第2話 引越し
引越しの当日は真夜母の香織さんがテキパキと指揮を取ってお昼頃にはリビングの整理がほとんど終わっていた。
「あんた達どっちの部屋か決めたの?」
香織さんが俺たちに聞いてくる。
「えっ?私は日当たりの良い部屋で朝日を浴びないと起きれないもん!こっちの部屋だよ!」
「部屋は真夜に任せるわ。俺はどっちでもいい」
「そうね。

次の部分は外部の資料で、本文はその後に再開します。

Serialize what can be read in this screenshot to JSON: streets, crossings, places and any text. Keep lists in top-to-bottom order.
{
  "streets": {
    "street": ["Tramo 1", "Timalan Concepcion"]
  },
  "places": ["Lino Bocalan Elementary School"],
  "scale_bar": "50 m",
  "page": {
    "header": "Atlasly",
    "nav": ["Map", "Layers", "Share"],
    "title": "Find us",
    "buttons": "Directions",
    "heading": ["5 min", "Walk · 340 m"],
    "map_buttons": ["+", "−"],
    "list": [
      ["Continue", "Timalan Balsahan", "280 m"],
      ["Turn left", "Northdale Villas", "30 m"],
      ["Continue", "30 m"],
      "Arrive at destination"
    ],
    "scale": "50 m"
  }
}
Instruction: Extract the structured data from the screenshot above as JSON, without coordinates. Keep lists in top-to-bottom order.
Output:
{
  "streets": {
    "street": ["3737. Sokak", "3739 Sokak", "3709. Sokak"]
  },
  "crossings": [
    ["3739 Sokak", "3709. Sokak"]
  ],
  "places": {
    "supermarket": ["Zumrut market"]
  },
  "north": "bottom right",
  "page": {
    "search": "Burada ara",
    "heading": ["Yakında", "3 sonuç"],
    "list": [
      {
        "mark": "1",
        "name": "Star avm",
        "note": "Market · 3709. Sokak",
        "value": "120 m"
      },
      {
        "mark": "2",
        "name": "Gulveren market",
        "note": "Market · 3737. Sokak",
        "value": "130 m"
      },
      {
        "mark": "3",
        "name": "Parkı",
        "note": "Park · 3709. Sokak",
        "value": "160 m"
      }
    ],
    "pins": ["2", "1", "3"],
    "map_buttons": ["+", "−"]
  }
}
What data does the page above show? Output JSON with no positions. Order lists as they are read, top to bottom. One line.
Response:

どうせ真夜のお世話になるんだから、それくらい真夜に選ばせて正解ね」
キッチンでお昼ご飯を作ってた俺の母親は息子を信用せず、生活面で真夜のお世話になるって決めつけている。
あながち間違ってないと思うけど。
「蕎麦茹でたからみんなで食べましょう!」
笑顔で真夜は俺の母親にお礼を伝える。
「裕翔ママ!ありがとう!!」
次からは真夜が料理担当になるからか?
すごく喜んで居るように見えるのは気のせいでしょうか?
夕方には大方の作業が終わり、母親達は帰る準備を始めた
「真夜!裕翔の事よろしくね。」
「でもね、真夜もしっかりしてるようで、抜けてるから…ヒロトに迷惑かけると思うよ?ヒロトも真夜の事よろしくね」
「まっ、あなた達は喧嘩なんてしないでしょうから、力を合わせてがんばりなさい」
おいおい…2人とも自分の子供の事を信じてないのに2人で住まわせていいのかよ…
引越し祝いで帰ってから飲もう!なんて言いながら2人は帰宅していった。
リビングで座っていると、真夜がお茶を用意して話し掛けてきた。
「一緒に住むなんて予想してなかったけど、うけるね」
「てかさぁ、お互い彼氏、彼女出来たらめんどくさいよな。」
「私はしばらく作る気ないから平気だよ!」
「嫉妬されるのが面倒臭いんだろ?」
「うん!絶対されるじゃん!」
「俺もそう思う。考える事は一緒だな。」
お互い気を使うわけでもなく、リビングにずっといましたね。
「あっ!そうだ。裕翔、役割決めようよ!」
2人で話し合って、料理担当は真夜。ごみ捨ては俺の仕事になりました。
掃除は場所を決めてする事。洗濯は交代制。
ただし、主導権は真夜…
初日の夕飯はバタバタしていたので、近くのスーパーを見学がてら、お惣菜を買って食べることに。
食べ終わると
「先にシャワー入っちゃうね〜」
30分くらいでシャワーから出てきた真夜はピンクのシルクのパジャマ姿でした。
リビングでドライヤーを掛けている間に俺もシャワーに入る事に。
「洗濯は私が明日やるから、洗濯物カゴに入れておいてね!」
洗濯物カゴを見ると、黒いブラジャーと丸まったショーツ。
下から3番目のカップくらいかと思いきや、ブラジャーのタグにはB70と書いてるからBカップだったらしい。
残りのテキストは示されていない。